Daniela Barba Sánchez (Politics)

Daniela Barba Sánchez

Daniela is a doctoral student in Politics and Social Policy at Princeton University. She earned a B.A. in International Relations from El Colegio de México and a M.A. in Comparative Politics from NYU. Prior to beginning her graduate studies, she worked in the public and nonprofit sectors in Mexico, in the areas of civic education and government accountability. She is interested in government accountability, political inequality, and civil-military relations.

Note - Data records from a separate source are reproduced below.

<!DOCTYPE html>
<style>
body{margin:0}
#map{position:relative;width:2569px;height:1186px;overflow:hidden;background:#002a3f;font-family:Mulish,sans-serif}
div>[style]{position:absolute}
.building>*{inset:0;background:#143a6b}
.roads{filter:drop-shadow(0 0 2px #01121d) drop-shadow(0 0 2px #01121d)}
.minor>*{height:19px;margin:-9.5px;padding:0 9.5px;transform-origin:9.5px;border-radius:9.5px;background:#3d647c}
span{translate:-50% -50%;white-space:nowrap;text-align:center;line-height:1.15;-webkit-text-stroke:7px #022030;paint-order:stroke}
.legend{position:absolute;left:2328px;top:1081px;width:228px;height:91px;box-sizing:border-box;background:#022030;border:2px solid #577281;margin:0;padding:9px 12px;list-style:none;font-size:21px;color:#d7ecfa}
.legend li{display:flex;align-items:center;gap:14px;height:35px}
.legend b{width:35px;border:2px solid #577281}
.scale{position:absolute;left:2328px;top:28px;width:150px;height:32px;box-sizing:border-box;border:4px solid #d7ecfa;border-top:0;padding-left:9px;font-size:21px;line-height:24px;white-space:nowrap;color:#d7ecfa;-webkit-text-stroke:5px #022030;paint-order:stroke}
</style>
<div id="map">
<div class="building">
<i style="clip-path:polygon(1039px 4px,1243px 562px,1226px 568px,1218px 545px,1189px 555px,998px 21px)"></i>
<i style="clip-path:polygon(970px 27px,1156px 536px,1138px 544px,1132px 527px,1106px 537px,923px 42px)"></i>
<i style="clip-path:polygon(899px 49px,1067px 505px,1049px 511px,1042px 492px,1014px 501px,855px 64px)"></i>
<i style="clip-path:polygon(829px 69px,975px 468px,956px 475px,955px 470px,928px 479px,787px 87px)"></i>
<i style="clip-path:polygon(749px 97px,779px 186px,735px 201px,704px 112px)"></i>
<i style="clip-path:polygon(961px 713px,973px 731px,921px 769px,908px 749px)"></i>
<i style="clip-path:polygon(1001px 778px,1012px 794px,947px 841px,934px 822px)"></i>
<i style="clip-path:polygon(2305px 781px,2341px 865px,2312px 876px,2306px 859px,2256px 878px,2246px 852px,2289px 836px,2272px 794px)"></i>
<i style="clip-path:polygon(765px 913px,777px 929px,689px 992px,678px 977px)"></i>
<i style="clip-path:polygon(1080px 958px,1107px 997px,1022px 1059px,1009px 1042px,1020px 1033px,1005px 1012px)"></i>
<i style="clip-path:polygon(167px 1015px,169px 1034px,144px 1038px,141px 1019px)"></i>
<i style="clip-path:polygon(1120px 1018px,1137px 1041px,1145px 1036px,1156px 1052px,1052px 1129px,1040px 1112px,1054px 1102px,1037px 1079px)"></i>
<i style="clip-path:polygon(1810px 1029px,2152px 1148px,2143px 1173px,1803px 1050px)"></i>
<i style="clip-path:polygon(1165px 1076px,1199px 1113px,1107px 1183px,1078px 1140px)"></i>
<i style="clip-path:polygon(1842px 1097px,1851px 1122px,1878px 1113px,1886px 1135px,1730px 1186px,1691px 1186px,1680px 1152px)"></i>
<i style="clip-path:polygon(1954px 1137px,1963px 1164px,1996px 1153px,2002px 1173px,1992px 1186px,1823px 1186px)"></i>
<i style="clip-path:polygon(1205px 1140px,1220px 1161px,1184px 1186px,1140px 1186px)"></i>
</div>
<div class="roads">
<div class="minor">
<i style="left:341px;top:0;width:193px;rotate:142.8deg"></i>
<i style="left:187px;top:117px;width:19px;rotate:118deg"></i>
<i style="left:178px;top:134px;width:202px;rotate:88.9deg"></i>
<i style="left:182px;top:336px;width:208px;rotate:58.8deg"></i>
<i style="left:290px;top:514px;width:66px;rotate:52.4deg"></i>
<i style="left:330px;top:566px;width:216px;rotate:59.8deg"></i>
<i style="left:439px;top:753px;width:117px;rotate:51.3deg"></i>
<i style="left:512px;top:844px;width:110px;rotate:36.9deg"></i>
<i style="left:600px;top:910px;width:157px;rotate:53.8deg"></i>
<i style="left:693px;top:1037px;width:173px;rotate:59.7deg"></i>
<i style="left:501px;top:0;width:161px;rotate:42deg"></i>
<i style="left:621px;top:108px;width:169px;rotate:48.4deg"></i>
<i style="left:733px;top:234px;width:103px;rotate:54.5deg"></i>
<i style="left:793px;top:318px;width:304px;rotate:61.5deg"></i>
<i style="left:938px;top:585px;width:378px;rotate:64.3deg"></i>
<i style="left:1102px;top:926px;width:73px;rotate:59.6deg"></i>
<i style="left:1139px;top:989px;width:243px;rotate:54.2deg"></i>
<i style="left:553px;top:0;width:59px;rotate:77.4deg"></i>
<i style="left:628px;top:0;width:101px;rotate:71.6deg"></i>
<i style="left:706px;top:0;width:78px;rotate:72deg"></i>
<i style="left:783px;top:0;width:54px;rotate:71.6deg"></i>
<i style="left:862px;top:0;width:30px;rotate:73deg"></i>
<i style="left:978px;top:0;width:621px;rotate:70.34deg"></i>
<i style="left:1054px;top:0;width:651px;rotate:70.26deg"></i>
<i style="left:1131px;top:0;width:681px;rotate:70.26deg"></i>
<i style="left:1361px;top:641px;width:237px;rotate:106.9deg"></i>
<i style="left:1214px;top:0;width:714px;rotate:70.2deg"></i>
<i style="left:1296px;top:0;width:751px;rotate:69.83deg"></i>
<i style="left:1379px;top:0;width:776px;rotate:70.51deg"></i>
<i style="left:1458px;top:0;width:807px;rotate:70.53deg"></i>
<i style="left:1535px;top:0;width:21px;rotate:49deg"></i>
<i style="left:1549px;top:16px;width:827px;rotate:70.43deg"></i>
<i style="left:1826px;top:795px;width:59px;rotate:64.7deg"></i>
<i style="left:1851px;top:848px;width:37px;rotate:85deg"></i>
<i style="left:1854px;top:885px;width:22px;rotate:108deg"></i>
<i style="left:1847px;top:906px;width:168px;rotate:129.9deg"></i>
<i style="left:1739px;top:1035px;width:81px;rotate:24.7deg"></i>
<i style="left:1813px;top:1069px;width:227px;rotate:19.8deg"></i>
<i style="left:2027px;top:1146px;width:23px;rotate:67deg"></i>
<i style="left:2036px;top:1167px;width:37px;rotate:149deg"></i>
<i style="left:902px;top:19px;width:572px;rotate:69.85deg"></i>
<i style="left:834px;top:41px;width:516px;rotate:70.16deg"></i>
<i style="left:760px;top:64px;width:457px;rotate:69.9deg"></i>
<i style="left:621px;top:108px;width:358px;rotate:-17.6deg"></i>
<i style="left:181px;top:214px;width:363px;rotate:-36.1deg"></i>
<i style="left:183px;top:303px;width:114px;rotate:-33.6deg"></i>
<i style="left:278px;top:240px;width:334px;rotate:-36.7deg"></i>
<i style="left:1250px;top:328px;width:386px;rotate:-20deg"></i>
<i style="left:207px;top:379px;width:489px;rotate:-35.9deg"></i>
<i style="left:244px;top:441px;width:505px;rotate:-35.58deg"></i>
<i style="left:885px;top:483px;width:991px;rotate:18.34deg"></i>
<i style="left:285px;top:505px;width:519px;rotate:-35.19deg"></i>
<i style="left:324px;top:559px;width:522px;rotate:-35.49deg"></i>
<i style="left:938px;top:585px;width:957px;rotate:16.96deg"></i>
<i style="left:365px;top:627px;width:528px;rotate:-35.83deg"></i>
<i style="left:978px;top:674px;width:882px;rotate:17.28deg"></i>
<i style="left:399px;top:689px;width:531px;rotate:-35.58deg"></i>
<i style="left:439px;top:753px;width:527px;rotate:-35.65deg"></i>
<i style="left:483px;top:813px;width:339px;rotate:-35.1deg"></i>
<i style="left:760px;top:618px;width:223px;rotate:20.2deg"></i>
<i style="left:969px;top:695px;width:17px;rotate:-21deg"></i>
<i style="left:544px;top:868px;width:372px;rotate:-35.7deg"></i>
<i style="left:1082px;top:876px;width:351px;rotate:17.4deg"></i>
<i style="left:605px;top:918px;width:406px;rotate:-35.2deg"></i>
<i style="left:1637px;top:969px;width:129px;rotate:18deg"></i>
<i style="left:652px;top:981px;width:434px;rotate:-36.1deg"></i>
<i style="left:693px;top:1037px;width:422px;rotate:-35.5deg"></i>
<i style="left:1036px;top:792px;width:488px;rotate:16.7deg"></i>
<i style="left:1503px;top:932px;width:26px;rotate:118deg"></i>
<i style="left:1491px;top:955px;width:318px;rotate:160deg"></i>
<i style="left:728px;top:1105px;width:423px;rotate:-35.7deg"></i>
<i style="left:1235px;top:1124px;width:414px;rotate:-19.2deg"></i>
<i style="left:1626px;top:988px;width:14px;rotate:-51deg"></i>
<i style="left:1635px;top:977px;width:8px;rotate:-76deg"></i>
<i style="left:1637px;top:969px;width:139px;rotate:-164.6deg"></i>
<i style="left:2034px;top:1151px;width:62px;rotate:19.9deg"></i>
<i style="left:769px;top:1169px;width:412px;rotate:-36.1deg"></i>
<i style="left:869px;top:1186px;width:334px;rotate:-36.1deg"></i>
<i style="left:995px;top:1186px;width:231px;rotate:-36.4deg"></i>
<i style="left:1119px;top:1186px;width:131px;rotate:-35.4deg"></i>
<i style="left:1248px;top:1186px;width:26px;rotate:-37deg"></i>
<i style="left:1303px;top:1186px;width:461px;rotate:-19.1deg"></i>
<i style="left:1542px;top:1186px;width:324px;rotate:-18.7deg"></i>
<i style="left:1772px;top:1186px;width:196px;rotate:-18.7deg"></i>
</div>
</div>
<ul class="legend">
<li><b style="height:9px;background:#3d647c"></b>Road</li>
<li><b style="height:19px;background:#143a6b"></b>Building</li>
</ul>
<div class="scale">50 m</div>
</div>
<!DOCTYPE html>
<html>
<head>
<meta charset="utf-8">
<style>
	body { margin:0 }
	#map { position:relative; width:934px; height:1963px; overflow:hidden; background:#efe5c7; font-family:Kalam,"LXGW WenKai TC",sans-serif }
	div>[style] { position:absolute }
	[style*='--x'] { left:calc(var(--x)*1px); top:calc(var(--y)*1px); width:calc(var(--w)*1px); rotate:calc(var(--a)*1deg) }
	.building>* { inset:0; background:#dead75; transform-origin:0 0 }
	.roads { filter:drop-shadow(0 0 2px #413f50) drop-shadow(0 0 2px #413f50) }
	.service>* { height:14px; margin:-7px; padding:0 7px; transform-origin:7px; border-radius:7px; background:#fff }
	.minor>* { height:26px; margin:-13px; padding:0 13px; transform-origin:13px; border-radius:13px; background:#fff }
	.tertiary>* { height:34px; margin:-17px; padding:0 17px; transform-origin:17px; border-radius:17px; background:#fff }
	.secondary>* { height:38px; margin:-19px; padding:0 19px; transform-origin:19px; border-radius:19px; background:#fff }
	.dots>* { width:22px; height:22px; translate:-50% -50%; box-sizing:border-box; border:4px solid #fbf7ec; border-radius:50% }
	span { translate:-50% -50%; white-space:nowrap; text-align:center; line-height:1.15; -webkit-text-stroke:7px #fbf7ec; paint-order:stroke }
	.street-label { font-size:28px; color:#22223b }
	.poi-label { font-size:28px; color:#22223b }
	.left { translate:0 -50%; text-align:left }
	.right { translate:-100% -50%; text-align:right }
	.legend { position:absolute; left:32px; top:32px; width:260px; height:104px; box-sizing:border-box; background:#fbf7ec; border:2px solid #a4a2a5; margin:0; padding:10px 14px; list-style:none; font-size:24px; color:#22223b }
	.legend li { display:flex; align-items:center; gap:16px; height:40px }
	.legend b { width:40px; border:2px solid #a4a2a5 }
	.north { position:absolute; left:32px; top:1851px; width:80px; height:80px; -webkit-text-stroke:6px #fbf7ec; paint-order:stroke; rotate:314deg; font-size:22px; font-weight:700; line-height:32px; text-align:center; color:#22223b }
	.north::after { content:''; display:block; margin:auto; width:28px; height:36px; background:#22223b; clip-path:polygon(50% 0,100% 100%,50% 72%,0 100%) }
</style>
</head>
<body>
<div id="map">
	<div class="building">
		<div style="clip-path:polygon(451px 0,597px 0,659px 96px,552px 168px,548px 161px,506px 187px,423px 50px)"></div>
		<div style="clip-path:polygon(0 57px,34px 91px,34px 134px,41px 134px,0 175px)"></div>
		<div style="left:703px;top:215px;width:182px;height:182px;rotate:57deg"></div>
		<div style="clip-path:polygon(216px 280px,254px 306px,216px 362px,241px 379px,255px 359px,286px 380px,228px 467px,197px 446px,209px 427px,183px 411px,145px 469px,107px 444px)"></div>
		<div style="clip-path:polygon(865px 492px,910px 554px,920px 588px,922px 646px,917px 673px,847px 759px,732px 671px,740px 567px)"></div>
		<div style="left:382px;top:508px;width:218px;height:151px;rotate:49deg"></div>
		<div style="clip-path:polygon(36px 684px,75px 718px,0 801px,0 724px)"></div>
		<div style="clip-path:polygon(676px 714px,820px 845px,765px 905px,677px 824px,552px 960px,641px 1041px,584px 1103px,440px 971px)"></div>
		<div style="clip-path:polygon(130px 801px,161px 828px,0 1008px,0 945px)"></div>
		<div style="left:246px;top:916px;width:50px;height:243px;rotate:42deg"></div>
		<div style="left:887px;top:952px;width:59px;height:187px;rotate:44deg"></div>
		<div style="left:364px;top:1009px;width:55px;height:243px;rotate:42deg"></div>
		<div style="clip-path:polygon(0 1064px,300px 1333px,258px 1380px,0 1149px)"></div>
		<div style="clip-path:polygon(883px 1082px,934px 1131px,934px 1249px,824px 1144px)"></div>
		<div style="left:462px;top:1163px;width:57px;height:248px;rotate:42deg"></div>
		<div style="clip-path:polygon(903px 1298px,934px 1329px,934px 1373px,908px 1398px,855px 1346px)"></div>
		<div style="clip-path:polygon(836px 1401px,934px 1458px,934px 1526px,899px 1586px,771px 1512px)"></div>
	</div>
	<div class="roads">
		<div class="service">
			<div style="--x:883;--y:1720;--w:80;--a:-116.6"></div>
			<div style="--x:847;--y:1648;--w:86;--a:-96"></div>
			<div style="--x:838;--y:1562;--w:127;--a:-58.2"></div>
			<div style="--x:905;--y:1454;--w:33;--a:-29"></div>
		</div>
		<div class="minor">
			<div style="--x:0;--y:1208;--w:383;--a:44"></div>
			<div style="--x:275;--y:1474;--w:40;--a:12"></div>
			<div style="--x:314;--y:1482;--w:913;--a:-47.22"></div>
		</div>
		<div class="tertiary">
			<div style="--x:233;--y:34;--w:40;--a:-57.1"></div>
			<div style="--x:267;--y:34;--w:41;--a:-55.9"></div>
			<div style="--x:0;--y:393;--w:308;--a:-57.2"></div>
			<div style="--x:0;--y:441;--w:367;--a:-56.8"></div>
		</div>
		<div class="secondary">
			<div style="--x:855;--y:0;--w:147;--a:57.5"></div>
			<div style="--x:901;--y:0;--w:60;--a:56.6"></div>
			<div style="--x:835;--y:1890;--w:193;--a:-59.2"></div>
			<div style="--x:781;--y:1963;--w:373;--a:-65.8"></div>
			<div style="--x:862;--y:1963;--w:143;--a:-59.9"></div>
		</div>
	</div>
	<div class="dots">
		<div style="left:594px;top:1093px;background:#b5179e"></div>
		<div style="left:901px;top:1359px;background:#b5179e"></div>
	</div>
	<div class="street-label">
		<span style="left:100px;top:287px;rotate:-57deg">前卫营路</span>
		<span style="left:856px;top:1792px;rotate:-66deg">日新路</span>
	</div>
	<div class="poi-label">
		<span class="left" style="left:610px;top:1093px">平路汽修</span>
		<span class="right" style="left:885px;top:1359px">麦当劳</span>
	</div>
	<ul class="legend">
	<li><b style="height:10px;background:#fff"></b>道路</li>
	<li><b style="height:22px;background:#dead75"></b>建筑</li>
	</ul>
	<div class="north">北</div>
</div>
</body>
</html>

Andres Lajous Loaeza (Sociology)

Andres Lajous Loaeza

Andrés Lajous earned his master’s in city planning at the Massachusetts Institute of Technology and B.A. in political science and international relations at CIDE, Mexico City. Before coming to Princeton, Andrés worked as a journalist and editor in Mexico City. Previously, he participated actively in Mexican politics through a short-lived political party. His main areas of interest are political sociology and urban studies. He is particularly interested in state-formation, institutions and institutional capacity, violence, and Latin America.

Jessica Mack (History)

Jessica Mack

Jessica Mack earned the B.A. in history from Wesleyan University and has studied at the Universidad de Chile and the Instituto Nacional de Antropología e Historia in Mexico. Her research interests include public historical memory and its intersections with civil society movements and democratic citizenship. Prior to beginning graduate studies, Mack worked at the Social Science Research Council on a program that supports research related to drug policy, citizen security, and democratic governance throughout Latin America. She has previously worked as a consultant in capacity building for civil society organizations in Mexico City.

William Heath Pearson (Anthropology)

Pearson earned the B.A. in communication studies from Huntington College and an M.Div. from Princeton Seminary. During his Ph.D., he plans to undertake comparative, ethnographic research in two sites: the U.S. and Brazil. His primary interests were formed through extensive research in race and incarceration, and a variety of personal experiences. The ways in which persons, families, and neighborhoods are reconstituted by the State’s policing and imprisoning of non-white citizens; and how emotions work to shape the surfaces of individual and collective bodies, will be key focal points in his ethnographic research which will be undertaken with professional US-Brazilian photographer, Jeremiah Wilson.